**Exercise directions:** All entries below must be retyped exactly, though pictures are to be skipped.

**Available records:**
----------------------------------------

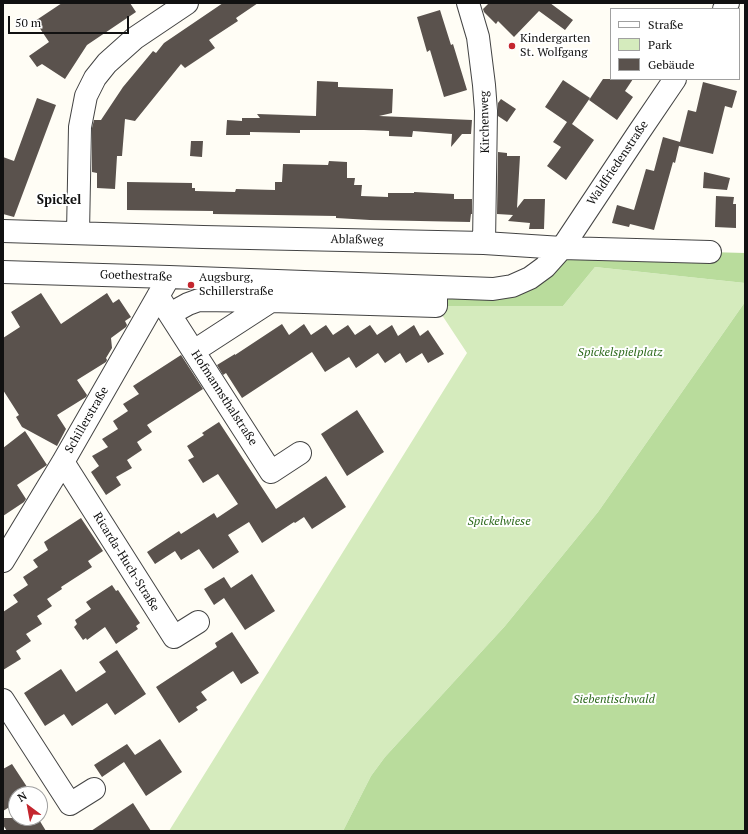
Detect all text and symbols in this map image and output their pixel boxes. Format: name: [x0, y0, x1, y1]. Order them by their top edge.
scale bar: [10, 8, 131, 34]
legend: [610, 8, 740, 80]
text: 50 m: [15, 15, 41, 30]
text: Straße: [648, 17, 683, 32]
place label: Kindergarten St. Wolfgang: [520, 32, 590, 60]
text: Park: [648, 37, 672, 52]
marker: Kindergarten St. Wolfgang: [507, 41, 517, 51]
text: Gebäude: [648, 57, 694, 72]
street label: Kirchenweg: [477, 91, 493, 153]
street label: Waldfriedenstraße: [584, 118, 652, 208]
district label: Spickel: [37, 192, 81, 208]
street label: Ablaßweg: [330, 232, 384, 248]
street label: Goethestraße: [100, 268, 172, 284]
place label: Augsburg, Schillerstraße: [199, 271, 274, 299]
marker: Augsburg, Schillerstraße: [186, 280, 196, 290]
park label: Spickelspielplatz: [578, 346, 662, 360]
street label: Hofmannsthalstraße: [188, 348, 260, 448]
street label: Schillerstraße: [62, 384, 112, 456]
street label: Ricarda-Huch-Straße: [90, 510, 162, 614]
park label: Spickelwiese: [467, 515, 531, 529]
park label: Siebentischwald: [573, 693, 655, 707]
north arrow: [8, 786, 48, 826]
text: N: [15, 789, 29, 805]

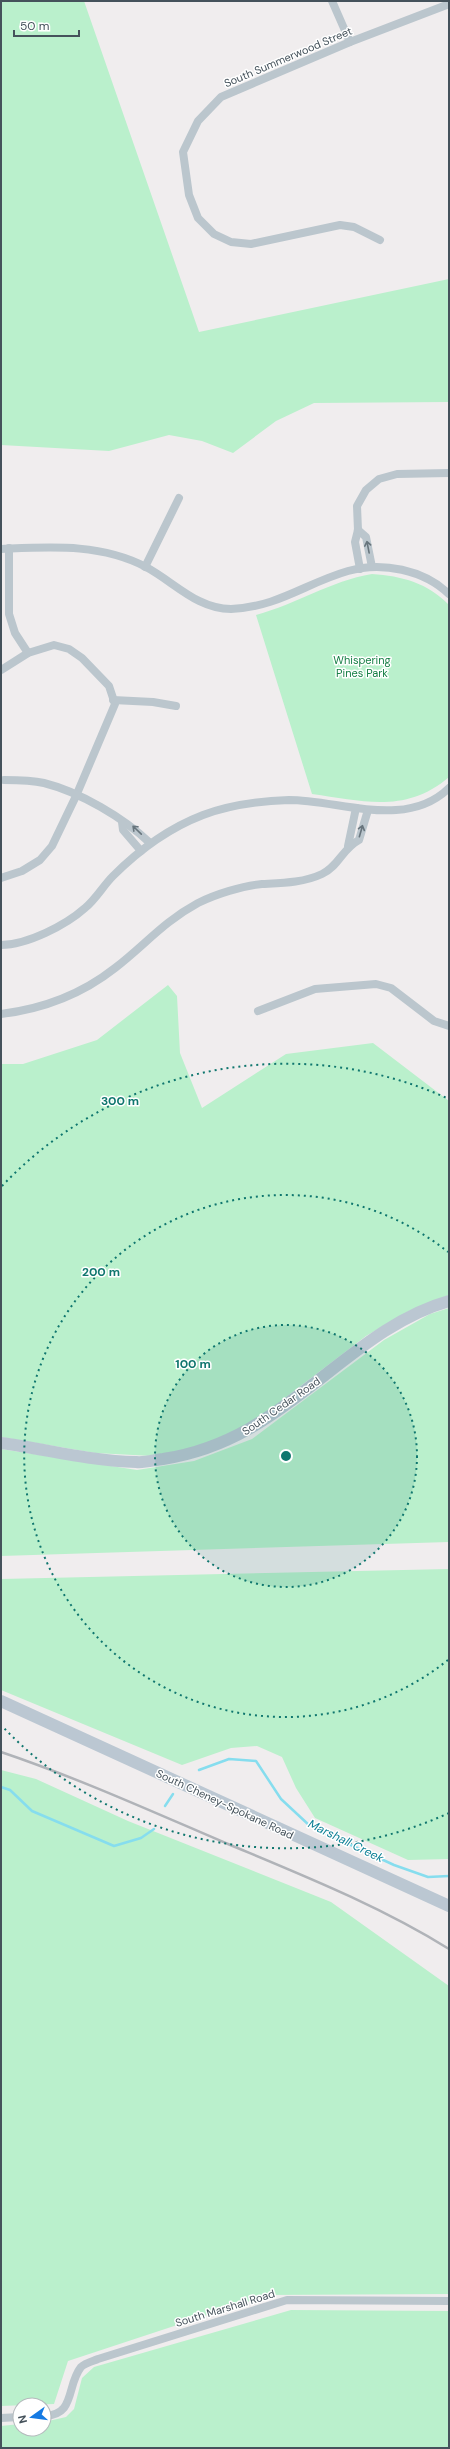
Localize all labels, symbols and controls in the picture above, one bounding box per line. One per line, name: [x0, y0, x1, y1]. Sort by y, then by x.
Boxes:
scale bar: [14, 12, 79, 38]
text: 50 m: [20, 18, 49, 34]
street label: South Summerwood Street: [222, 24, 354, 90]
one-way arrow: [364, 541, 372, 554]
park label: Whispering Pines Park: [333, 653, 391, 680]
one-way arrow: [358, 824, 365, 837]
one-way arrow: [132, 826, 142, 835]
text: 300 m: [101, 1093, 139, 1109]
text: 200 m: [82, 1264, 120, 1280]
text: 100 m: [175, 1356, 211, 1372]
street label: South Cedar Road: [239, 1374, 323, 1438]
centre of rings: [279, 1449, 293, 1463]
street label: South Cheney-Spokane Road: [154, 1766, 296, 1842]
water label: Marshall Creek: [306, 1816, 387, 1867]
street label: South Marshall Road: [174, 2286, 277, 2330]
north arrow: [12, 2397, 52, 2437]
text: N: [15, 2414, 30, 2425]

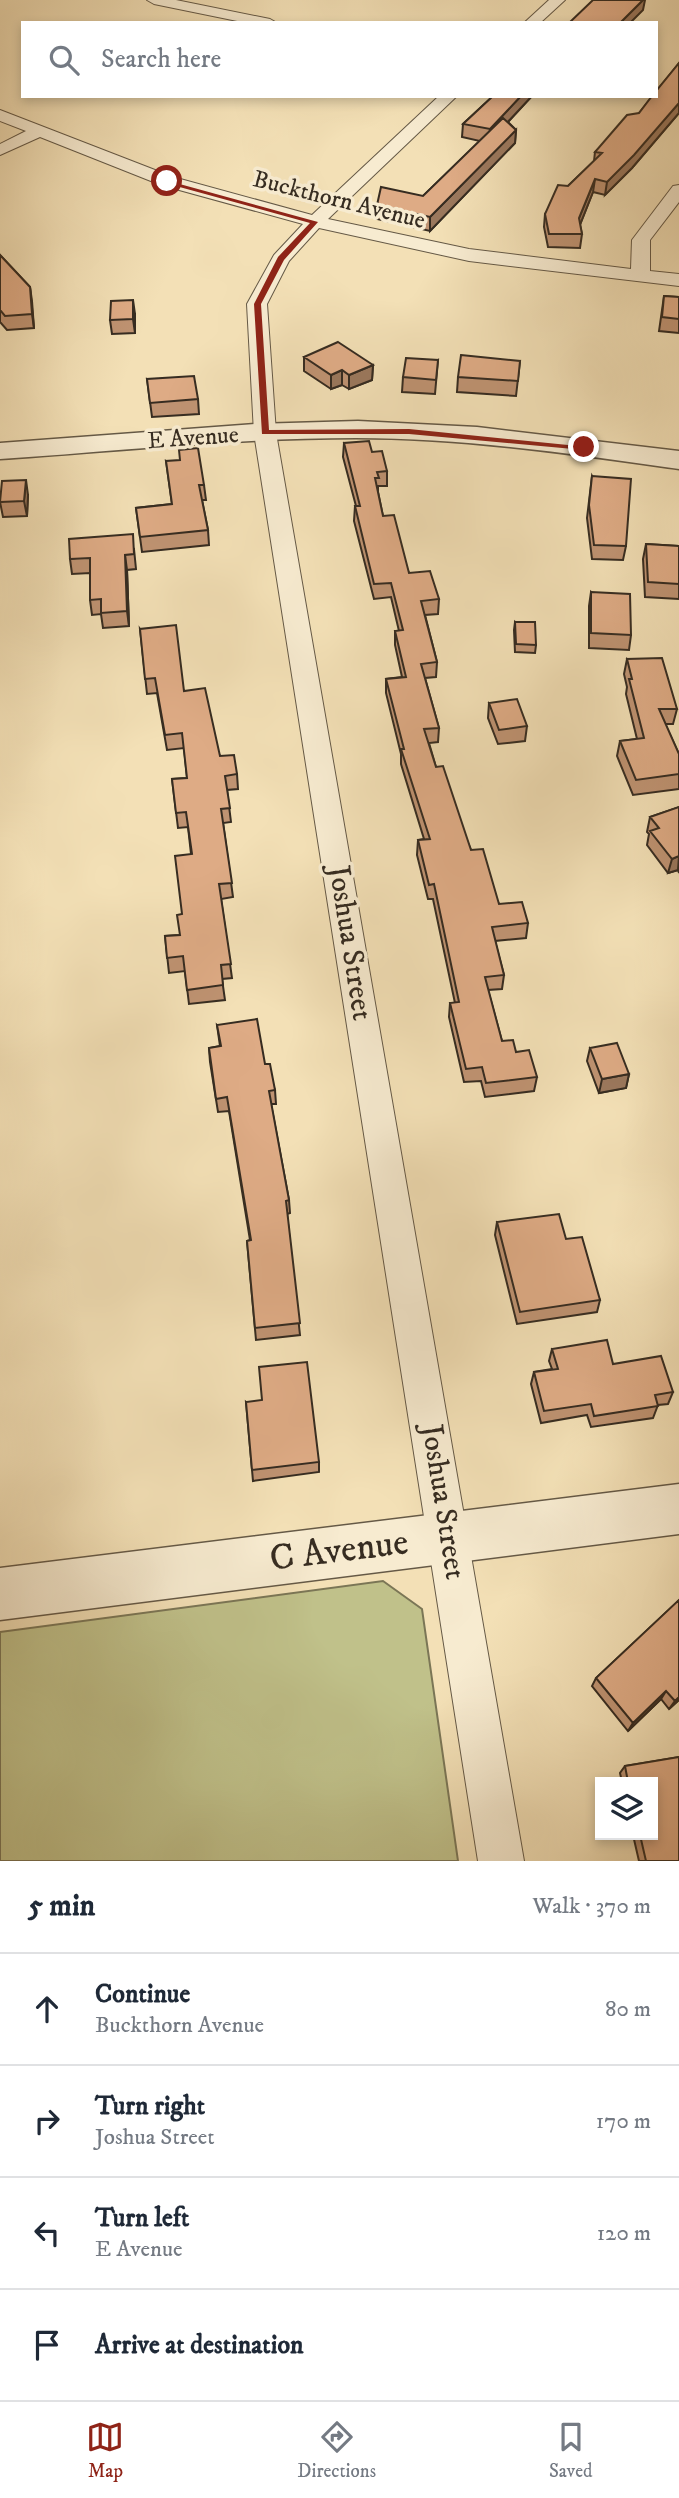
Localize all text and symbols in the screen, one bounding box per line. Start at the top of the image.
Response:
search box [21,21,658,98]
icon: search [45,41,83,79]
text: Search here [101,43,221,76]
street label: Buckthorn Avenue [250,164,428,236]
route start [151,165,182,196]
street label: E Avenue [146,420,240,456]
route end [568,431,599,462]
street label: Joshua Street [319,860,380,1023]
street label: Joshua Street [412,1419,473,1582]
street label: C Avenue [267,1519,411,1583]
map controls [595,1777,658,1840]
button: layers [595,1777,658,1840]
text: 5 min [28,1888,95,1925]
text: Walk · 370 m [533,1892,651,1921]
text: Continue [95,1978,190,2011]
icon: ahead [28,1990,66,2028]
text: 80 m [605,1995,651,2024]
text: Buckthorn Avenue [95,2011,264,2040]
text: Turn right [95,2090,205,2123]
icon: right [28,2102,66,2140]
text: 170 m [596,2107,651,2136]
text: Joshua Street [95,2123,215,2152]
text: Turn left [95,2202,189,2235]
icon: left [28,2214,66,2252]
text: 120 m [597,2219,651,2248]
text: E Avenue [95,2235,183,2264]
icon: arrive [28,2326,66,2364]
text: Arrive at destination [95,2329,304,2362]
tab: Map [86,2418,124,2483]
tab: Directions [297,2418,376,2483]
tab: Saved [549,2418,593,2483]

----------------------------------------

**Response:**
Detect all text and symbols in this map image and output their pixel boxes. Format: name: [x0, y0, x1, y1]. Order them by their top edge.
scale bar: [10, 8, 131, 34]
legend: [610, 8, 740, 80]
text: 50 m: [15, 15, 41, 30]
text: Straße: [648, 17, 683, 32]
place label: Kindergarten St. Wolfgang: [520, 32, 590, 60]
text: Park: [648, 37, 672, 52]
marker: Kindergarten St. Wolfgang: [507, 41, 517, 51]
text: Gebäude: [648, 57, 694, 72]
street label: Kirchenweg: [477, 91, 493, 153]
street label: Waldfriedenstraße: [584, 118, 652, 208]
district label: Spickel: [37, 192, 81, 208]
street label: Ablaßweg: [330, 232, 384, 248]
street label: Goethestraße: [100, 268, 172, 284]
place label: Augsburg, Schillerstraße: [199, 271, 274, 299]
marker: Augsburg, Schillerstraße: [186, 280, 196, 290]
park label: Spickelspielplatz: [578, 346, 662, 360]
street label: Hofmannsthalstraße: [188, 348, 260, 448]
street label: Schillerstraße: [62, 384, 112, 456]
street label: Ricarda-Huch-Straße: [90, 510, 162, 614]
park label: Spickelwiese: [467, 515, 531, 529]
park label: Siebentischwald: [573, 693, 655, 707]
north arrow: [8, 786, 48, 826]
text: N: [15, 789, 29, 805]

Localize all labels, symbols and controls in the picture above, one bounding box per line. One per line, name: [x0, y0, x1, y1]. Sort by y, then by x.
Boxes:
scale bar: [14, 12, 79, 38]
text: 50 m: [20, 18, 49, 34]
street label: South Summerwood Street: [222, 24, 354, 90]
one-way arrow: [364, 541, 372, 554]
park label: Whispering Pines Park: [333, 653, 391, 680]
one-way arrow: [358, 824, 365, 837]
one-way arrow: [132, 826, 142, 835]
text: 300 m: [101, 1093, 139, 1109]
text: 200 m: [82, 1264, 120, 1280]
text: 100 m: [175, 1356, 211, 1372]
street label: South Cedar Road: [239, 1374, 323, 1438]
centre of rings: [279, 1449, 293, 1463]
street label: South Cheney-Spokane Road: [154, 1766, 296, 1842]
water label: Marshall Creek: [306, 1816, 387, 1867]
street label: South Marshall Road: [174, 2286, 277, 2330]
north arrow: [12, 2397, 52, 2437]
text: N: [15, 2414, 30, 2425]

Localize all text and symbols in the screen, one bounding box per line. Start at the top of the image.
Response:
search box [21,21,658,98]
icon: search [45,41,83,79]
text: Search here [101,43,221,76]
street label: Buckthorn Avenue [250,164,428,236]
route start [151,165,182,196]
street label: E Avenue [146,420,240,456]
route end [568,431,599,462]
street label: Joshua Street [319,860,380,1023]
street label: Joshua Street [412,1419,473,1582]
street label: C Avenue [267,1519,411,1583]
map controls [595,1777,658,1840]
button: layers [595,1777,658,1840]
text: 5 min [28,1888,95,1925]
text: Walk · 370 m [533,1892,651,1921]
text: Continue [95,1978,190,2011]
icon: ahead [28,1990,66,2028]
text: 80 m [605,1995,651,2024]
text: Buckthorn Avenue [95,2011,264,2040]
text: Turn right [95,2090,205,2123]
icon: right [28,2102,66,2140]
text: 170 m [596,2107,651,2136]
text: Joshua Street [95,2123,215,2152]
text: Turn left [95,2202,189,2235]
icon: left [28,2214,66,2252]
text: 120 m [597,2219,651,2248]
text: E Avenue [95,2235,183,2264]
icon: arrive [28,2326,66,2364]
text: Arrive at destination [95,2329,304,2362]
tab: Map [86,2418,124,2483]
tab: Directions [297,2418,376,2483]
tab: Saved [549,2418,593,2483]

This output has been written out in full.